I just don't know which one to choose :smpullhair:


----------



## Gongjoo (Dec 9, 2012)

Between the 2, my vote is for the mon ami  it is more my taste; very classic and elegant. Plus you could tote it with any outfit!


----------



## CrystalAndZoe (Jul 11, 2006)

I sell both the Kwigy Bo Alex and the Jaraden Le Petit Mon Ami. Hands down the Mon Ami is my favorite. I've not seen the Shacara in person. Both the Mon Ami and the Shacara have similar, extra detailing features that make the Jaraden brand tops IMO. The Mon Ami has more place for storage and carrying things. So if you don't need lots of pockets for things, I'd base my decision on looks.


----------



## Gongjoo (Dec 9, 2012)

Crystal&Zoe said:


> I sell both the Kwigy Bo Alex and the Jaraden Le Petit Mon Ami. Hands down the Mon Ami is my favorite. I've not seen the Shacara in person. Both the Mon Ami and the Shacara have similar, extra detailing features that make the Jaraden brand tops IMO. The Mon Ami has more place for storage and carrying things. So if you don't need lots of pockets for things, I'd base my decision on looks.


 
Welp, you just made my decision between the mon ami and kwiggy! I just wonder if Khloee is grown enough at 9 months! That's why I've waited since I didnt want to spend so much if she out grows :/


----------



## The A Team (Dec 1, 2005)

Here's my Jaraden Le Petit Mon Ami - to give you an idea of size...


Ava 3 1/2 lbs









Tinker 5 lbs









Abbey 6 1/2 lbs









Archie 9 1/2 lbs










Hey, what about Mona Lisa?? she's 3 lbs


----------



## StevieB (Feb 2, 2012)

So cute Pat! Steve is 12 lbs so he'd need a Samsonite!! Does Archie even fit in it? I would love a purse sized dog!


----------



## Gongjoo (Dec 9, 2012)

StevieB said:


> So cute Pat! Steve is 12 lbs so he'd need a Samsonite!! Does Archie even fit in it? I would love a purse sized dog!


 
Samsonite :HistericalSmiley: I think Costco has a set on sale lol!


----------



## Fluffdoll (Aug 9, 2012)

The A Team said:


> Here's my Jaraden Le Petit Mon Ami - to give you an idea of size...
> 
> 
> Ava 3 1/2 lbs
> ...


LOL Archie!!! So adorable! Thanks for sharing Pat


----------



## Bailey&Me (Mar 8, 2010)

StevieB said:


> So cute Pat! Steve is 12 lbs so he'd need a Samsonite!! Does Archie even fit in it? I would love a purse sized dog!

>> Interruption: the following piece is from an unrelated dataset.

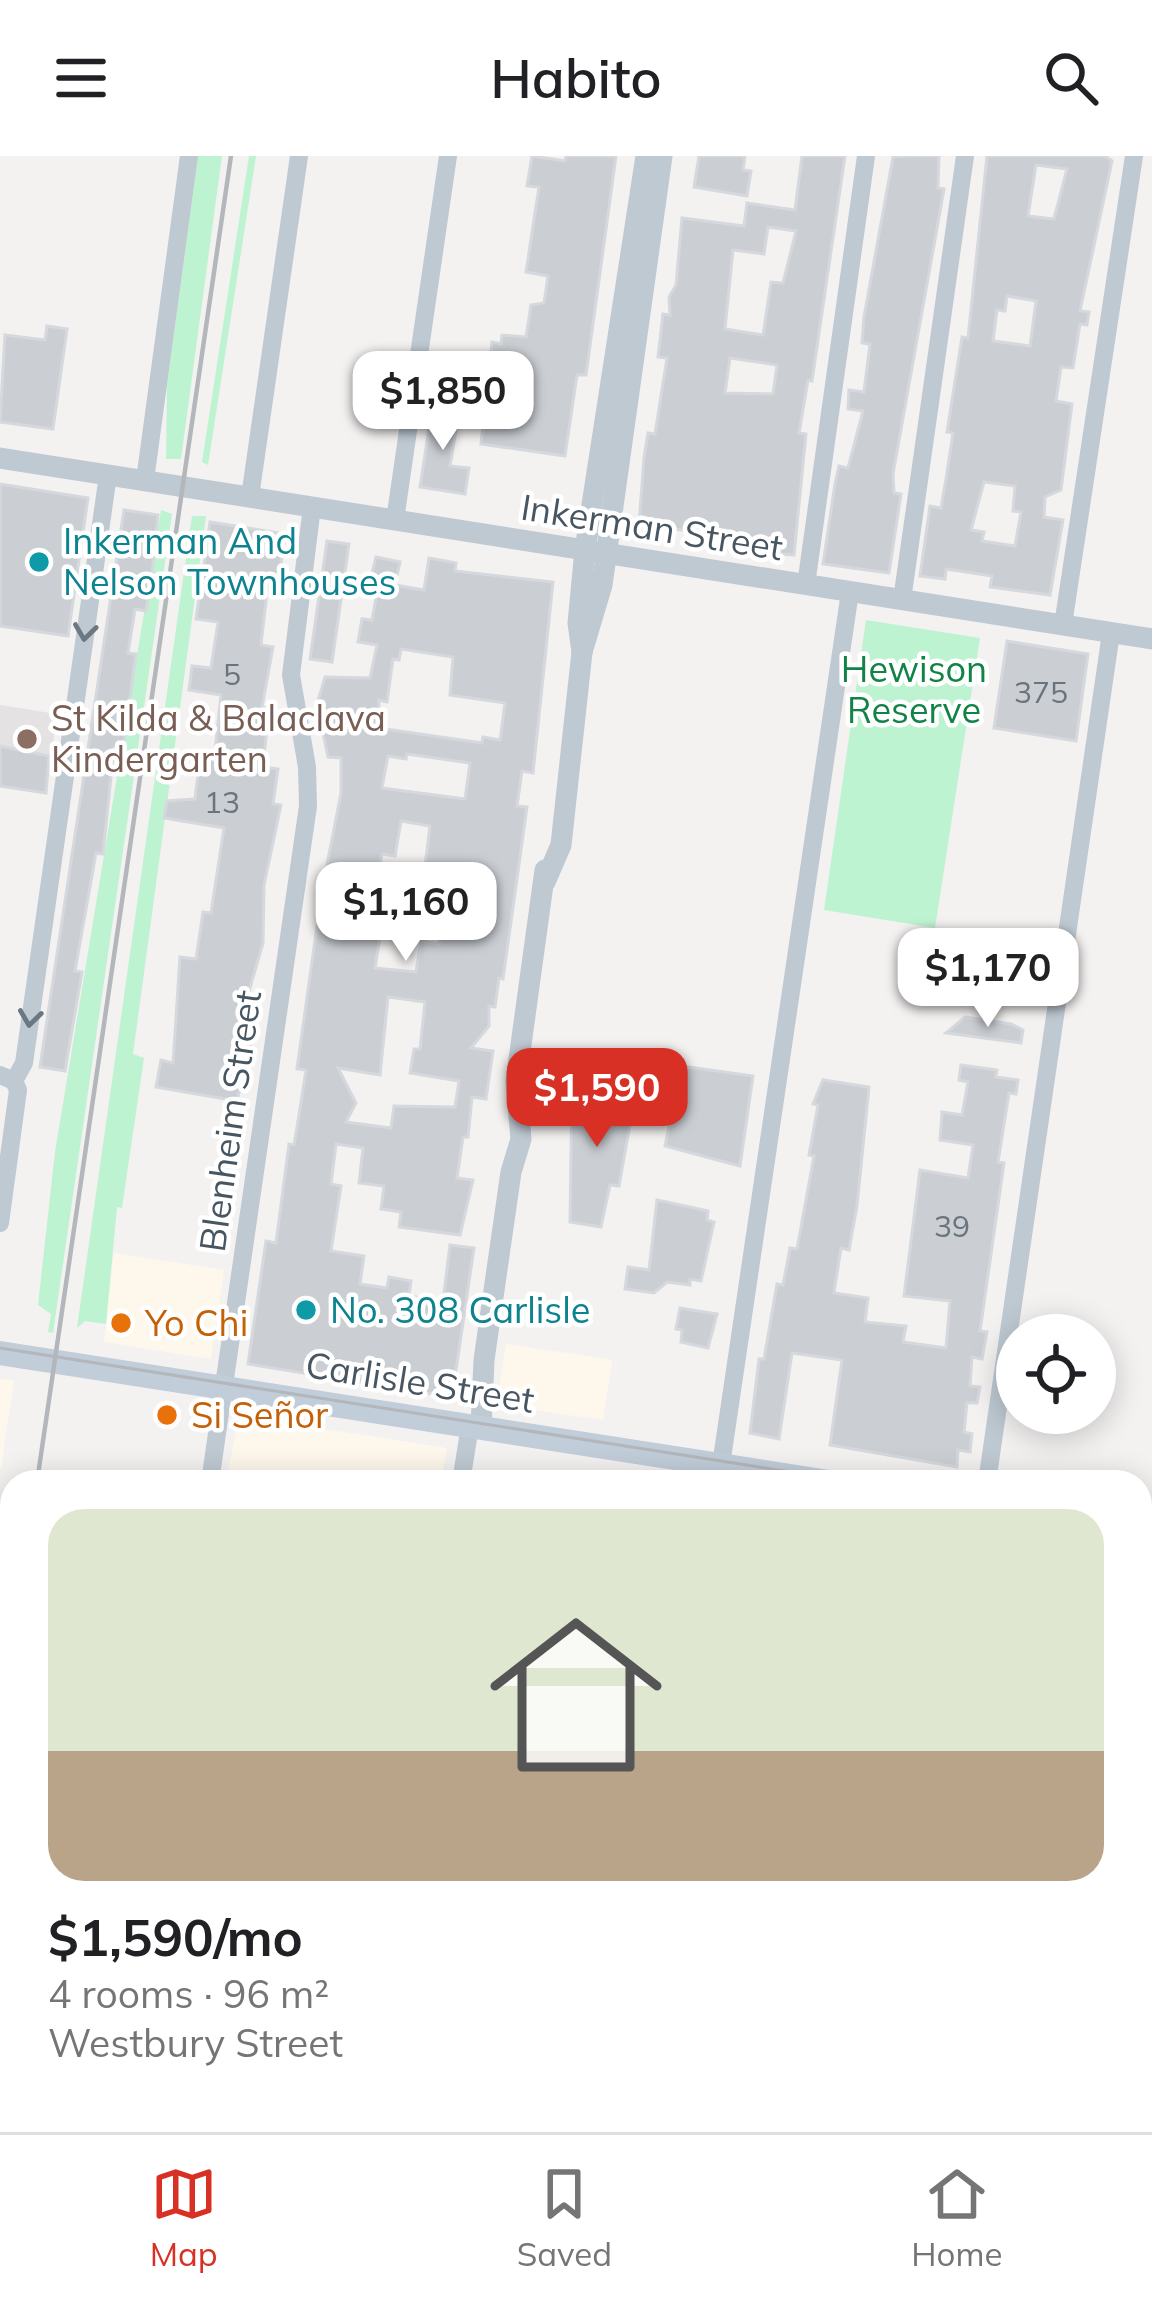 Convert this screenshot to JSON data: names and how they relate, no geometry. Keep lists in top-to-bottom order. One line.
{"streets":{"main road":["Carlisle Street"],"street":["Inkerman Street","Blenheim Street"]},"crossings":[["Inkerman Street","Blenheim Street"],["Blenheim Street","Carlisle Street"]],"parks":["Hewison Reserve"],"places":["Inkerman And Nelson Townhouses","St Kilda & Balaclava Kindergarten","No. 308 Carlisle","Yo Chi","Si Señor"],"house_numbers":["5","375","13","39"],"page":{"header":"Habito","price":["$1,850","$1,160","$1,170","$1,590"],"list":[{"name":"$1,590/mo","note":"4 rooms · 96 m² · Westbury Street"}],"tabs":["Map","Saved","Home"]}}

Hahaha my Bailey is also 12 pounds and I like to take him out and about with me...a stroller is the way to go with our big boys! I finally caved and bought one and so glad I did! 

I'm really enjoying being able to carry Emma around in a bag and can take her along much more easily because of that. I've bed wanting the Petit Mon Ami!! 


Sent from my iPad using PG Free


----------



## The A Team (Dec 1, 2005)

StevieB said:


> So cute Pat! Steve is 12 lbs so he'd need a Samsonite!! Does Archie even fit in it? I would love a purse sized dog!


 
No, I couldn't carry Archie around in that....but as big as he is, he is a total bag boy!!! He loves to be carried around the house in a carrier!!!:blink:


----------



## silverhaven (Sep 6, 2009)

Argggh! I want a Petit Mon Ami now  I like the Kwigy Bo Alex but it has no big pocket for my stuff. This looks perfect. I kinda like the Shacara too but I think it is probably too big. Anyone got a colour other than black?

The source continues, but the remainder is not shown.